Practical for week 24

Computer Science 3 - 2011

Programming Language Translation

Practical for Week 24, beginning 10 October 2011 - solutions

As usual, the sources of full solutions for these problems may be found on the course web page as the file PRAC24A.ZIP or PRAC24AC.ZIP.

While there were some splendid submissions, there were also some very weak ones, so please study the suggestions below, as the ability to add attributes and actions to grammars is crucially important if you are to use a tool like Coco. Furthermore, many people had not done as requested and provided specimen output, which at least might have given some indication of whether their systems worked.

Tasks 3 and 4 - The Boolean calculator.

Several people had a little difficulty with this, and ledt their answers incomplete. One possibility is to use two "parallel" arrays, one of the actual values for the variables, and one to mark those that had not yet been assigned values. One cannot use a single boolean field to distinguish between three states - undefined, defined (true) and defined (false).

Note that the solution below uses the Variable production to extract the index of the variable, not its name, and the use of toUpperCase() ensures that the system ignores case completely (the IGNORECASE directive applies only to key words).
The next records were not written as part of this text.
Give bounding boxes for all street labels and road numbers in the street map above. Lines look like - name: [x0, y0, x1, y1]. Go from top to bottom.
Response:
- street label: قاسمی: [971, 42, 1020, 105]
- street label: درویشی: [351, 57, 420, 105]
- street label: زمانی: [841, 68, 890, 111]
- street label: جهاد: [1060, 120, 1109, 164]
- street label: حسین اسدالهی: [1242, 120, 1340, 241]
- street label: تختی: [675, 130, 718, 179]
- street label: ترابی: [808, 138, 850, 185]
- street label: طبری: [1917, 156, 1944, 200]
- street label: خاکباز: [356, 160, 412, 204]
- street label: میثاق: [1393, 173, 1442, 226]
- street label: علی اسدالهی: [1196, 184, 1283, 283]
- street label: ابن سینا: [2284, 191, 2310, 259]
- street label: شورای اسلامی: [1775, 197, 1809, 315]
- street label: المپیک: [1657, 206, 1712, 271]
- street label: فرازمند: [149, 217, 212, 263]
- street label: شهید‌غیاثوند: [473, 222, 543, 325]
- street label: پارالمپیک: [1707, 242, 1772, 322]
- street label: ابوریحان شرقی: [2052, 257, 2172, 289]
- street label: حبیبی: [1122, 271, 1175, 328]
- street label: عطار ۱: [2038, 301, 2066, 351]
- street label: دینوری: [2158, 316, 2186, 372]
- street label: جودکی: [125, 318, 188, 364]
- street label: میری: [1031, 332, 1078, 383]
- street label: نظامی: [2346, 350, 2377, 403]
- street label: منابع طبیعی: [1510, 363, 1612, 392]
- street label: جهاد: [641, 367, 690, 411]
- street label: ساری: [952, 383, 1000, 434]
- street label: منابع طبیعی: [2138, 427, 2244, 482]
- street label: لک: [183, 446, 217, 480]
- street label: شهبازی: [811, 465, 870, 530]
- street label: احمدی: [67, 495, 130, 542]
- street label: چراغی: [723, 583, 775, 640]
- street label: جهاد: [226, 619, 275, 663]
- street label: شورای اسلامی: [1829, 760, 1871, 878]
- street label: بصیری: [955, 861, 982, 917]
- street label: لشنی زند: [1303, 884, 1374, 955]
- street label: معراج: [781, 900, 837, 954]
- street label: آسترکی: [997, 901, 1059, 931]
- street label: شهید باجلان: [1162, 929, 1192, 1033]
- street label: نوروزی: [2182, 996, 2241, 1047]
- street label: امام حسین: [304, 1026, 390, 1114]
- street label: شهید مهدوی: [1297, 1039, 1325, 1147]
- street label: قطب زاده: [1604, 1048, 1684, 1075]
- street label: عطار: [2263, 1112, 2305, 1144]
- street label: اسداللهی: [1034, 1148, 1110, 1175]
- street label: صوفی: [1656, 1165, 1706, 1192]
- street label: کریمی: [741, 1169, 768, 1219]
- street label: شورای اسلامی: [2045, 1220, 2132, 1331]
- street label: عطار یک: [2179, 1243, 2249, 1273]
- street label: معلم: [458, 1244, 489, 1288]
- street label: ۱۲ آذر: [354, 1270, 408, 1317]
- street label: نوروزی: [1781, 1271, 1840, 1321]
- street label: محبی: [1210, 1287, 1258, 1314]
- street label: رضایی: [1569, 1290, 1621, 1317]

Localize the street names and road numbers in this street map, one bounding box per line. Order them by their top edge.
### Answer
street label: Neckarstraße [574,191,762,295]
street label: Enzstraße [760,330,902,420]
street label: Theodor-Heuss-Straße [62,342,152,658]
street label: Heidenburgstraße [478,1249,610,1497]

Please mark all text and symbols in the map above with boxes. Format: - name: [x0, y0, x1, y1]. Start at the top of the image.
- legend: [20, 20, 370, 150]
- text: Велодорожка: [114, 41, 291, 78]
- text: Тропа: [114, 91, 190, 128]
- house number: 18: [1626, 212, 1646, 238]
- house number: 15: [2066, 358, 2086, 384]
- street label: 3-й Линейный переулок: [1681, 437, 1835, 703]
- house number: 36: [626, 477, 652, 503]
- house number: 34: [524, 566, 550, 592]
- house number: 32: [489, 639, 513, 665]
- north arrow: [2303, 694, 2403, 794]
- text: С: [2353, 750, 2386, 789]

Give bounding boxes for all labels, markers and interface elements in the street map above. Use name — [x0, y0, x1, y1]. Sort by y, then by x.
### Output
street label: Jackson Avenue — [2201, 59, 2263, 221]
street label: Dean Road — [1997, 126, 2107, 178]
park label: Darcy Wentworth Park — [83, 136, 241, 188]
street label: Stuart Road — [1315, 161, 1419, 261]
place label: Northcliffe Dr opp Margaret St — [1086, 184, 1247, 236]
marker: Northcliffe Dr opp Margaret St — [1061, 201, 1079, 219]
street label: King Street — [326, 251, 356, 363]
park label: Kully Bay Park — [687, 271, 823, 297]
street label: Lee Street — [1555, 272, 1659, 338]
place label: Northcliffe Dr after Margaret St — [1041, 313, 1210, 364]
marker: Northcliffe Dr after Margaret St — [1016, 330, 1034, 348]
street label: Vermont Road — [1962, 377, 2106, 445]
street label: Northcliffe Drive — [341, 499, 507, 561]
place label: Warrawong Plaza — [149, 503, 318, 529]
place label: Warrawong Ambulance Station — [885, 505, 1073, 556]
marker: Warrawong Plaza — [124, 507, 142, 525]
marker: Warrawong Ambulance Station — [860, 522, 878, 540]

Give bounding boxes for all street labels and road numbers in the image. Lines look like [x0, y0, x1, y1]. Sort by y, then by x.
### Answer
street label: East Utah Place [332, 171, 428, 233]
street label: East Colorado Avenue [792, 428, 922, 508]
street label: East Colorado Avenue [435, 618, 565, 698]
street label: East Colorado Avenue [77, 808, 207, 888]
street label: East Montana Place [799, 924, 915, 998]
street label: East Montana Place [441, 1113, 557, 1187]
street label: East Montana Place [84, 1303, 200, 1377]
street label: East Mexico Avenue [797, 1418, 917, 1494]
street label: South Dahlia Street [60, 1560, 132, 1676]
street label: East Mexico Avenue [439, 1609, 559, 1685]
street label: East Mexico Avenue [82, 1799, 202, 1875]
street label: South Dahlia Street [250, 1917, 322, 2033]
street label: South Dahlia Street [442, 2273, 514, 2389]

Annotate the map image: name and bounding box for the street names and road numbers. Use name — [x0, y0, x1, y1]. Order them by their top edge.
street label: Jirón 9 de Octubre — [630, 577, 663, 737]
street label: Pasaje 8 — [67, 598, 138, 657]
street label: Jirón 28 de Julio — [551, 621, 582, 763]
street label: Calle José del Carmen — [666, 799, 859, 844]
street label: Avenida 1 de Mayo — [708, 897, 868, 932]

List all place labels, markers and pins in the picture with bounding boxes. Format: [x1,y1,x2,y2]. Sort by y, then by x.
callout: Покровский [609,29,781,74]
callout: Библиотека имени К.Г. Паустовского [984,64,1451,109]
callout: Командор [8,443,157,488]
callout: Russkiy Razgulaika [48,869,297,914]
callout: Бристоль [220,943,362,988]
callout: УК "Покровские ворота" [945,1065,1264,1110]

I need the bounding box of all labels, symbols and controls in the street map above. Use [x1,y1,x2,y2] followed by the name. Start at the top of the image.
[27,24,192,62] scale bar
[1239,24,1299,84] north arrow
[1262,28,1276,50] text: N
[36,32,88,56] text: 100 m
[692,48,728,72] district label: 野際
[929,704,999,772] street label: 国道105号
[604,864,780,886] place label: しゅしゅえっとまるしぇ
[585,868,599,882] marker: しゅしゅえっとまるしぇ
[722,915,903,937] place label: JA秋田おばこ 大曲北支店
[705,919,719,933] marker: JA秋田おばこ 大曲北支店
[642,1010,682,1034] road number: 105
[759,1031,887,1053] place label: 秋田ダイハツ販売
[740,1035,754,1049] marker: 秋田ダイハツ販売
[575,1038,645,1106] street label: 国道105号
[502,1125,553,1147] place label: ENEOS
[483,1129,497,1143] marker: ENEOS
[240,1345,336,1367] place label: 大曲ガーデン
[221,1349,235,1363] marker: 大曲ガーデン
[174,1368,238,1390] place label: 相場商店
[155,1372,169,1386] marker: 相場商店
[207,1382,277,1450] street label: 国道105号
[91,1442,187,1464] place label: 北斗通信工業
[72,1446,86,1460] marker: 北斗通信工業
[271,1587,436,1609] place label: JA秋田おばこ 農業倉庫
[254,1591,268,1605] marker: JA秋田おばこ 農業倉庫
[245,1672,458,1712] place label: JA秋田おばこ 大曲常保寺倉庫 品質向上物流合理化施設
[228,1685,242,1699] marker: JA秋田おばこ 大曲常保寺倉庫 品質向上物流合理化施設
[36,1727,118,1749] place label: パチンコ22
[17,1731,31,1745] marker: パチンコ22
Note also that one cannot set defined[index] = true; immediately after parsing Variable, but only after parsing and computing the va ule of the Expression.

   import library.*;
   import java.util.*;

   COMPILER Bool $CN
   /* Boolean expression calculator Java version
      P.D. Terry, Rhodes University, 2011 */

     static boolean[] mem = new boolean[26];
     static boolean[] defined = new boolean[26];

   IGNORECASE

   CHARACTERS
     letter     = "ABCDEFGHIJKLMNOPQRSTUVWXYZabcdefghijklmnopqrstuvwxyz" .
   TOKENS
     variable   = letter .

   COMMENTS FROM "(*" TO "*)"  NESTED
   COMMENTS FROM "/*" TO "*/"  NESTED

   IGNORE CHR(0) .. CHR(31)

   PRODUCTIONS
     Bool                               (. int index = 0;
                                           boolean value = false;
                                           for (int i = 0; i < 26; i++) defined[i] = false; .)
     = { ( Variable<out index>
           "=" Expression<out value>    (. mem[index] = value;
                                           defined[index] = true; .)
         |
           "print"
           Expression<out value>        (. IO.writeLine(value); .)
         )
         SYNC ";"
       } EOF .

     Variable<out int index>
     = variable                         (. index = Character.toUpperCase(token.val.charAt(0)) - 'A'; .)
     .

     Expression<out boolean value>      (. boolean termValue; .)
     = Term<out value>
       { Or Term<out termValue>         (. value = value || termValue; .)
       } .

     Term<out boolean value>            (. boolean factValue; .)
     = Factor<out value>
       { [ And ] Factor<out factValue>  (. value = value && factValue; .)
       } .

     Factor<out boolean value>          (. value = false; .)
     =   Not Factor<out value>          (. value = ! value; .)
       | Primary<out value>
         { "'"                          (. value = ! value; .)
         }
     .

     Primary<out boolean value>         (. int index;
                                           value = false; .)
     =   True                           (. value = true; .)
       | False                          (. value = false; .)
       | Variable<out index>            (. if (!defined[index])
                                             SemError("variable not defined");
                                           value = mem[index]; .)
       | "(" Expression<out value> ")"
     .

     True   = "TRUE" | "1" .
     False  = "FALSE" | "0" .
     And    = "AND" | "&&" | "." .
     Or     = "OR" | "||" | "+" .
     Not    = "NOT" | "!" .
   END Bool.

This has altered the grammar to demand that a semicolon follow each statement so that it can be used as a synchronization point.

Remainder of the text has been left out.